Blogger: Rachel Kent
Last weekend, I took my kids to a release party for a new book at our local Barnes & Noble. I had seen the advertisement for the release party in the e-newsletter I am subscribed to. My daughter got some of the Wings of Fire series, by Tui T. Sutherland, for Christmas and has really gotten into it. It’s a book series about dragons and it is a little advanced for her, but she’s reading them and is excited about them and that makes me very proud. She is in 1st grade and these books are 5th grade level. She can read them with very little help from me! (<–Please excuse the mom brag.)
For the launch, the publisher (Scholastic) had provided a craft, tattoos, buttons, items for a scavenger hunt, a game, and a trivia sheet. They also sent a hat as a prize for the scavenger hunt winner. An older boy was able to win that hat and I was glad he got it because it was obvious he had read the whole series and was excited about this new book. 🙂 A young lady there–I’d guess she is 14–had read all of the books too, and she was so excited and was talking to my daughter about how she started the books when she was 7-years-old. This was inspiring to my 7-year-old daughter because this older girl was pretty cool! It warmed my heart to see them talking about the books together.
This type of party is something that can only happen at a brick & mortar bookstore. You can’t have a release like this through Amazon.com or any other online retailer. We ended up buying four books while we were at the store, so the party did its job in our case, anyway. We went and had fun, but also spent some money to support the store, publisher, and author. There were only about 10 kids in attendance, and this made me sad. It was a fun event and I know there are a lot of fans of these books out there. It did make me wonder if the current health scare kept people away.
So all this to say, a “real” bookstore is a magical place!
It’s a place you can enjoy celebrating books you love.
It’s a place you can find others who enjoy the same books you do.
It’s a place you can be inspired to continually grow in your love of reading.
It’s a place where you can browse and leave with books you have never heard of before.
We love our local bookstores and are so thankful that there is a new push to do events like this. I appreciate that the publisher and Barnes & Noble put this together for the author’s release.
What is your favorite bookstore memory?
Do you still have a local bookstore nearby? When was the last time you were there?
I do miss going out to eat,
and excursions to the mall.
I miss the friends that we would meet,
but I miss bookstores most of all,
for they were happy gracious spaces
where I could fain be lost
in far-distant magic places,
a rock that God had tossed
to follow aisles and serried rows
of book-spines calling out to me
with desert heats and alpine snows
and a promise of lucidity
that might help me understand;
books change the heart to change the man.

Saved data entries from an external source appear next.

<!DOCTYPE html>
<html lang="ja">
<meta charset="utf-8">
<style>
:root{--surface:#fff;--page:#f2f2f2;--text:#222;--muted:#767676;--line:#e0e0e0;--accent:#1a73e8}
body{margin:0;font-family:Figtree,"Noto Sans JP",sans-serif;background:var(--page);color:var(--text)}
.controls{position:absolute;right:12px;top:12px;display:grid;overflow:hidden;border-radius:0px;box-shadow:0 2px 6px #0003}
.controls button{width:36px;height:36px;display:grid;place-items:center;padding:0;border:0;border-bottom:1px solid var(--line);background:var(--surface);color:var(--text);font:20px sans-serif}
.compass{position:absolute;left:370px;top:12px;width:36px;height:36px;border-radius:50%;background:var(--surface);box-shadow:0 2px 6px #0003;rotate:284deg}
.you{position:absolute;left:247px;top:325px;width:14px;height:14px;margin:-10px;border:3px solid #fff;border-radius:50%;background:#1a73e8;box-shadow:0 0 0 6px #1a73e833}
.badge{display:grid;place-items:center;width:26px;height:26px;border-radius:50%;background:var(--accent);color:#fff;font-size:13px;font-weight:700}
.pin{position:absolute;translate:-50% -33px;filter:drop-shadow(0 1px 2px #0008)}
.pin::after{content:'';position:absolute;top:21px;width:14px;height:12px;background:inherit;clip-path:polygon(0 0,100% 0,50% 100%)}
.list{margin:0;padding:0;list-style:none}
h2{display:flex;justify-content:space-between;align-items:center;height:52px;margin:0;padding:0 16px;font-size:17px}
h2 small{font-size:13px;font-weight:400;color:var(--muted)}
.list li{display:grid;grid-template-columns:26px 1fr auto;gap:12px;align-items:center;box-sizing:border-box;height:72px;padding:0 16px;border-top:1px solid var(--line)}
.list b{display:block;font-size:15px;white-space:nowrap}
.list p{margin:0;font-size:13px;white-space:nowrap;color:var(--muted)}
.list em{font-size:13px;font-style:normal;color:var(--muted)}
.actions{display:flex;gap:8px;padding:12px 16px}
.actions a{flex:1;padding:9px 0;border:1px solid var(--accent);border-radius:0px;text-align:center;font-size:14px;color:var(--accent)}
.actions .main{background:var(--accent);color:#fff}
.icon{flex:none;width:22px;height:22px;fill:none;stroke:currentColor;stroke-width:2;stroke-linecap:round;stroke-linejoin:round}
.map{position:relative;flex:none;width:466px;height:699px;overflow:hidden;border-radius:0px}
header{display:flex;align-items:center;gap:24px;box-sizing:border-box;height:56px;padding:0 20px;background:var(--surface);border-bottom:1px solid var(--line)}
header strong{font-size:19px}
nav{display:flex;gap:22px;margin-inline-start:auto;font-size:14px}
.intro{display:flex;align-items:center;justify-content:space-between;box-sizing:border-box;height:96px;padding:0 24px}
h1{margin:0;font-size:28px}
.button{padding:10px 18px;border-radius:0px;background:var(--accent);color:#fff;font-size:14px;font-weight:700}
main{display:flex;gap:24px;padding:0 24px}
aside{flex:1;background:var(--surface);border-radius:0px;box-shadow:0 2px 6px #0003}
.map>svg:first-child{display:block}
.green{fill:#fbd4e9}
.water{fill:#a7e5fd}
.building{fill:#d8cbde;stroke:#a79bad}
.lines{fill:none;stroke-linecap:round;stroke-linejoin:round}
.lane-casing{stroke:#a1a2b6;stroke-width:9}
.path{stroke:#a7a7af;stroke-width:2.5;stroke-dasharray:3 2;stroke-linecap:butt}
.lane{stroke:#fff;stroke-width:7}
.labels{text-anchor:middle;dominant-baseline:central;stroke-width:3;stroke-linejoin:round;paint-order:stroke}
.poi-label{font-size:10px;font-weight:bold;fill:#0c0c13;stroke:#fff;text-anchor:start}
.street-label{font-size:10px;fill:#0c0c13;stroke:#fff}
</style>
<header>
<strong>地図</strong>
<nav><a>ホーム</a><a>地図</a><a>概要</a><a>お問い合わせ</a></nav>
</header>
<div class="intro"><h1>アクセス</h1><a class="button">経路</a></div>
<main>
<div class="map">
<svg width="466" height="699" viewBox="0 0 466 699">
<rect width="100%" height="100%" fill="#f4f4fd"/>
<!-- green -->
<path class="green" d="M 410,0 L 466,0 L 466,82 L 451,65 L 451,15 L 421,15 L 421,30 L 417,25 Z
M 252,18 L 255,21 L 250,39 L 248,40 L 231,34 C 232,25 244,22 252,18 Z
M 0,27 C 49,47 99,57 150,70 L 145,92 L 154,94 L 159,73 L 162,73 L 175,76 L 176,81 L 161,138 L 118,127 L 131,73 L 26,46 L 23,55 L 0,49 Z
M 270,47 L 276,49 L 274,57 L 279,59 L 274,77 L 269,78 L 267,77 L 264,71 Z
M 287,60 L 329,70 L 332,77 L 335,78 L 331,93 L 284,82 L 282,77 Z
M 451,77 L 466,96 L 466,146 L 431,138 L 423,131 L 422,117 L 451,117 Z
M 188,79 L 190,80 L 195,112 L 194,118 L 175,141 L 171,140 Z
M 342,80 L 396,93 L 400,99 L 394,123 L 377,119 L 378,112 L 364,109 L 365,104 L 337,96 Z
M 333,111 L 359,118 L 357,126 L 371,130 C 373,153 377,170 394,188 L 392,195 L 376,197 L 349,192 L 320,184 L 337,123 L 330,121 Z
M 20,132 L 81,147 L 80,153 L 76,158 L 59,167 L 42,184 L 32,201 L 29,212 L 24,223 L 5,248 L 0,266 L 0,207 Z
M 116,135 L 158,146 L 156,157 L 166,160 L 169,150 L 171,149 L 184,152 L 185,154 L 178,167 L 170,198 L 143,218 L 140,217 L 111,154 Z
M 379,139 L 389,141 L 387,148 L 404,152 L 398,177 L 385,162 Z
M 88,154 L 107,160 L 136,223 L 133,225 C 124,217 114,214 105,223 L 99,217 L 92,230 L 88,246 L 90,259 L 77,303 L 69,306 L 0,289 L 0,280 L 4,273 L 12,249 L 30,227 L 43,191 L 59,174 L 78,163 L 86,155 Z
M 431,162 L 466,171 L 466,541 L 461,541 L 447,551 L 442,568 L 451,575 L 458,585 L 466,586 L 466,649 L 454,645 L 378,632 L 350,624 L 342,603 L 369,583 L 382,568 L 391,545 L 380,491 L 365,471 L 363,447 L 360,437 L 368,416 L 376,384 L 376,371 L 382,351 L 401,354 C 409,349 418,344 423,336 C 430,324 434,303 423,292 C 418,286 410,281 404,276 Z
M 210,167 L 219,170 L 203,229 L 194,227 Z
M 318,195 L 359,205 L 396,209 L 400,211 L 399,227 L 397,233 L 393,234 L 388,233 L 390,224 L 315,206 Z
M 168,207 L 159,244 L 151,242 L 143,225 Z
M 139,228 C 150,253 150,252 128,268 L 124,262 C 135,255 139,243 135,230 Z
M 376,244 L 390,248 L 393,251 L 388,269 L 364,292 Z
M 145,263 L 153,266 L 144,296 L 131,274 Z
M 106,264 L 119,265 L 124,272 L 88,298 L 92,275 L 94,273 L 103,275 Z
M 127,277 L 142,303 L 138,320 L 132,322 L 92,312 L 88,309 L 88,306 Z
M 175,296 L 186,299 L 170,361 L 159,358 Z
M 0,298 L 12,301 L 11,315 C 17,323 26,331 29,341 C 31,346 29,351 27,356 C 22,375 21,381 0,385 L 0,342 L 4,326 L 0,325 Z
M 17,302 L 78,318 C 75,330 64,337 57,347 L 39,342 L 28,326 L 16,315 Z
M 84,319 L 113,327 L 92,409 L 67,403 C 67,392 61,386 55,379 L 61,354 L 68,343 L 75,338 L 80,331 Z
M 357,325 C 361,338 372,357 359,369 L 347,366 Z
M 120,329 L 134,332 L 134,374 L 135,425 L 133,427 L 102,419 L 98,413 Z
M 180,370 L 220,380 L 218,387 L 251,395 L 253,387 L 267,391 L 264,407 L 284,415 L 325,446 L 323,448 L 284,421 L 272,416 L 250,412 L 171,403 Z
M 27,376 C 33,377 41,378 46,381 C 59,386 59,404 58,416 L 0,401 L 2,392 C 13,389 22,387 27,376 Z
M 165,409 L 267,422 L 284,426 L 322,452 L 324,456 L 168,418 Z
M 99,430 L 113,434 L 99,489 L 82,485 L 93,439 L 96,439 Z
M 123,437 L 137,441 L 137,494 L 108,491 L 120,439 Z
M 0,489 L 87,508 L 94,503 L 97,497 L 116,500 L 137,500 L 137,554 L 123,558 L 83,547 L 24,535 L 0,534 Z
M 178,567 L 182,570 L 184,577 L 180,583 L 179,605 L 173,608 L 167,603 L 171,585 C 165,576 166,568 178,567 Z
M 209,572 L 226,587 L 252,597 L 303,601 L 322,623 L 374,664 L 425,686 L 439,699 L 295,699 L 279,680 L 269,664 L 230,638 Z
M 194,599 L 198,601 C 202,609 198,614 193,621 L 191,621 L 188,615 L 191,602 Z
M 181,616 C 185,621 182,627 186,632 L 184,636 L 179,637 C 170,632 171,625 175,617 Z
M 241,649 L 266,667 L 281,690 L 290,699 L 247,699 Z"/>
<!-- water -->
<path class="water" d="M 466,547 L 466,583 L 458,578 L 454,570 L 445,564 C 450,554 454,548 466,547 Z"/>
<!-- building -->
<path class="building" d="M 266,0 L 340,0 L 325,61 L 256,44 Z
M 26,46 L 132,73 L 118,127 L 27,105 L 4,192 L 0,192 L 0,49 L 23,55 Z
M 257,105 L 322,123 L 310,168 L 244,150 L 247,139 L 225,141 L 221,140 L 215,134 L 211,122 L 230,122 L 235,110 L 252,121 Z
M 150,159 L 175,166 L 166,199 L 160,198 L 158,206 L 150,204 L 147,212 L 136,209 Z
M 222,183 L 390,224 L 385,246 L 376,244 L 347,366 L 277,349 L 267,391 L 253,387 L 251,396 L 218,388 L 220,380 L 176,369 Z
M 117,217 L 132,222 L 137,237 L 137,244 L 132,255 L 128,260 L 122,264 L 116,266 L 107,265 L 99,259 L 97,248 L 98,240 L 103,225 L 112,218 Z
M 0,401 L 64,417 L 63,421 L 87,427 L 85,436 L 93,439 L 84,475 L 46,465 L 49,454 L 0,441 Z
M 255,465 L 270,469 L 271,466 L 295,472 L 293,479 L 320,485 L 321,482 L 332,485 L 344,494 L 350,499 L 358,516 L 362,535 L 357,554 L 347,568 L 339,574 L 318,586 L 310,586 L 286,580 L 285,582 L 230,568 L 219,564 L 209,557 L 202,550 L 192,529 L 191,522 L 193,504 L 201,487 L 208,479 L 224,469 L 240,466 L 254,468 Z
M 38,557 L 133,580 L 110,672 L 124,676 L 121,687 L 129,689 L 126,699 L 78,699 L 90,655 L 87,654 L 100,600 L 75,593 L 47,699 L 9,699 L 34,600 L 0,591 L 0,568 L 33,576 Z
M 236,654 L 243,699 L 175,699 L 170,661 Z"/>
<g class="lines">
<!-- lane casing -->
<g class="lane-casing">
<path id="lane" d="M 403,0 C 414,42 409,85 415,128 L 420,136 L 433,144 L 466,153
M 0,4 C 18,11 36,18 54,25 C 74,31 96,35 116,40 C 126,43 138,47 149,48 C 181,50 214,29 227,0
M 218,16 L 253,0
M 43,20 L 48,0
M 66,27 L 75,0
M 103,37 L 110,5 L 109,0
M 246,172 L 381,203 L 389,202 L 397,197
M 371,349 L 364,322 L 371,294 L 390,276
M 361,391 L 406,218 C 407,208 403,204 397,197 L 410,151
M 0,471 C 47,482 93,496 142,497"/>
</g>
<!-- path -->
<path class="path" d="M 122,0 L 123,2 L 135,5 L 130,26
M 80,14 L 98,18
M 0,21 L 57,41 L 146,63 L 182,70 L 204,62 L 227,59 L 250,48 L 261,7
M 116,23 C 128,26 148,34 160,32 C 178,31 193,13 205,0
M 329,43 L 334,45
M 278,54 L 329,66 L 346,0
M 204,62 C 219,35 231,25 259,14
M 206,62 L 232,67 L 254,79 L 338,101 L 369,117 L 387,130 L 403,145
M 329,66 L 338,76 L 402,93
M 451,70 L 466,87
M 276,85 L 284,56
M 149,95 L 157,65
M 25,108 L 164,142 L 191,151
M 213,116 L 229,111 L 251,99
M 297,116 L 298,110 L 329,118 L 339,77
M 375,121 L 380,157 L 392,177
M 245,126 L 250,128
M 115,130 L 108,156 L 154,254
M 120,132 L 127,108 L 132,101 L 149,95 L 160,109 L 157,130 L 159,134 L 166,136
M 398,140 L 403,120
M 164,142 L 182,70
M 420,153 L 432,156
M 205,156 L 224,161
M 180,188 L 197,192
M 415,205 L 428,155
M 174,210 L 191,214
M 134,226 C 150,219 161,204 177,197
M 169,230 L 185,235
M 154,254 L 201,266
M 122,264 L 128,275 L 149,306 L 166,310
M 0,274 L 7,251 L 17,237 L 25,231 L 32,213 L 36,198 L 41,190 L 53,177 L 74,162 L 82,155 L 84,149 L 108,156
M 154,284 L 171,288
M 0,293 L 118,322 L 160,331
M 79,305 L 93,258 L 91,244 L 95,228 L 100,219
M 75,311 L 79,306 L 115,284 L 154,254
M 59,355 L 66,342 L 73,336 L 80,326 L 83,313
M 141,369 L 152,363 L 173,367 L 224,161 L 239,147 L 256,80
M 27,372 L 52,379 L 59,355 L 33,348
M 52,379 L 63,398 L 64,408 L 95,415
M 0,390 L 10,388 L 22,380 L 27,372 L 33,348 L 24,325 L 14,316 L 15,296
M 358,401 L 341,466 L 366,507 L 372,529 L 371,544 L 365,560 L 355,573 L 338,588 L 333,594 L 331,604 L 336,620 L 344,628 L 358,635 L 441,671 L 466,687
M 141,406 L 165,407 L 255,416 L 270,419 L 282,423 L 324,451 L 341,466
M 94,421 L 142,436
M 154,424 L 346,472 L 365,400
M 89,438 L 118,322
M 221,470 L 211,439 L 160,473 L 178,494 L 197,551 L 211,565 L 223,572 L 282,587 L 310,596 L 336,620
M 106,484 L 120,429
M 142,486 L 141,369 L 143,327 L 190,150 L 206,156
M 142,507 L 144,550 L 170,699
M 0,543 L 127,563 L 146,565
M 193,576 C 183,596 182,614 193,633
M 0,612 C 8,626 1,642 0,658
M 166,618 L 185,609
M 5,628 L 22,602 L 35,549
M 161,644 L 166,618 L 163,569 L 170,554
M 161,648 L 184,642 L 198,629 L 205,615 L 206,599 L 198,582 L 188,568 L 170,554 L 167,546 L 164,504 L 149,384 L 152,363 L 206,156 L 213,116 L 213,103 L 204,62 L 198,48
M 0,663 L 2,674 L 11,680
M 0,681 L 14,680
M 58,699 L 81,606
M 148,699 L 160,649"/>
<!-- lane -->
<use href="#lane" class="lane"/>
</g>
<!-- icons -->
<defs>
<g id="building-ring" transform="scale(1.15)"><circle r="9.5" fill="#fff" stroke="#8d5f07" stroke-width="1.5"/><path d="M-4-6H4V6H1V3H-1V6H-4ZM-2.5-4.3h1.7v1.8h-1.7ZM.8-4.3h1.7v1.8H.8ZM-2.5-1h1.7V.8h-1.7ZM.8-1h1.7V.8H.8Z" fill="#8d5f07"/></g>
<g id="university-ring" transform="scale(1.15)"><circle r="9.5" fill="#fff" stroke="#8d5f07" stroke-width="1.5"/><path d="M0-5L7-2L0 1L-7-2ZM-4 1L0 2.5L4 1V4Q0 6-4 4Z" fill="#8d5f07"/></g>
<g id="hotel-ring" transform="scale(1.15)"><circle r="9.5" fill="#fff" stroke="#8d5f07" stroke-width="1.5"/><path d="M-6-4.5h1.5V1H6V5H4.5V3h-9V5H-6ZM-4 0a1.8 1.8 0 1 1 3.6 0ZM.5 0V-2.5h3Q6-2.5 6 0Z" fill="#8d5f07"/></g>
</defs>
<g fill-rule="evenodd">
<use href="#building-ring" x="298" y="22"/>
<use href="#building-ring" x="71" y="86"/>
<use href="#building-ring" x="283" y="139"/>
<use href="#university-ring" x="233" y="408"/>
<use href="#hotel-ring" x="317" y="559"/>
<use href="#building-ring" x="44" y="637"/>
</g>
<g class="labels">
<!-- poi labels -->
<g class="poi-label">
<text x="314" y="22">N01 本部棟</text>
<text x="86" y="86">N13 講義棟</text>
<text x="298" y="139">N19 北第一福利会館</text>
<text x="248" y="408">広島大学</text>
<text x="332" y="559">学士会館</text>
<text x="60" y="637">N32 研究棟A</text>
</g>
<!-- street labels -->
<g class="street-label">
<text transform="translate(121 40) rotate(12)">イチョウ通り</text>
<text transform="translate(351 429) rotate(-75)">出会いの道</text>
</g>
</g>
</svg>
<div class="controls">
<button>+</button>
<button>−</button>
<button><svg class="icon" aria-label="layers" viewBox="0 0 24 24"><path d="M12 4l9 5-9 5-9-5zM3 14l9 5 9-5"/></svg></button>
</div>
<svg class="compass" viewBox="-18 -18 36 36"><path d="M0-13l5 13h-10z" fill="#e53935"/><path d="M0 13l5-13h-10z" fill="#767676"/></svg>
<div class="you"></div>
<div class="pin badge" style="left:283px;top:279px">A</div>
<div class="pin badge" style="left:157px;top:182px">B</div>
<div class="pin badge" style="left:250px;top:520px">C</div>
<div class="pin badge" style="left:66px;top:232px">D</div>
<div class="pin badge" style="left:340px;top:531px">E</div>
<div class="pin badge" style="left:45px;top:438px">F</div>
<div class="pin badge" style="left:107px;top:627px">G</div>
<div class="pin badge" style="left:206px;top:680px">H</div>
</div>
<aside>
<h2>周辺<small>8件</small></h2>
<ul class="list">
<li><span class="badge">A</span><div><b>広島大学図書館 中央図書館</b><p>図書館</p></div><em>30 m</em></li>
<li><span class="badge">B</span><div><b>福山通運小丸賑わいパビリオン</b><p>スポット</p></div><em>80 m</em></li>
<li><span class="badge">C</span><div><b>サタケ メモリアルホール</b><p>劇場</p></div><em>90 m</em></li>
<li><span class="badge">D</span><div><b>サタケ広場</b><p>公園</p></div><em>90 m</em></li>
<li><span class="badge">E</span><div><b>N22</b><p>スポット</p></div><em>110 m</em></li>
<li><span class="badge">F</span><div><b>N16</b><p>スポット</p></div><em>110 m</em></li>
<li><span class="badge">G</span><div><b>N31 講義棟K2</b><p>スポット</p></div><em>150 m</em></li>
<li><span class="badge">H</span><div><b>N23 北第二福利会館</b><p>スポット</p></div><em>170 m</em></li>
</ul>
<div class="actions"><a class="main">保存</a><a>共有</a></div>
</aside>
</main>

One of my favorite things from the past year has been partnering with a local independent bookstore for my own speaking engagements. Instead of buying large quantities of my book to sell at events, I have her sell my book – I don’t then see proceeds from it, but it ultimately counts toward paying off my advance and earning royalties, plus it establishes a long-lasting relationship. All you author types out there, I encourage you to do this as well!
Our family loves books. During every vacation, depending on our finances, we’d take an afternoon and visit a bookstore or library. Each family member would walk to the stack that interested them pull volumes from the shelf and either sit in the aisle or a nearby chair to read. Our kids have grown up knowing this is part of a vacation. Their rooms are stuffed with books…so is mine. Hubby has the motherload in the family room bookshelf collection. 😉
Kristen Joy Wilks
That sounds so so fun! My 14-year-old has been reading these for years and really loves them. Our tiny local bookstore also has events, which is so fabulous!
Love this Rachel! So glad to hear your daughter is finding enjoyment with books. Many kids find it a struggle, and on top of it, texting & social media has kind of ‘elbowed out’ reading beautiful hand-held books. My mother started reading to me as soon as I could speak a few words; “Twas the Night Before Christmas”–and soon she’d leave out words that I needed to fill in. From there, I read them myself. Loved school libraries…and have hung out in our B&N with crit group for yrs. Still a blessing in our family’s lives.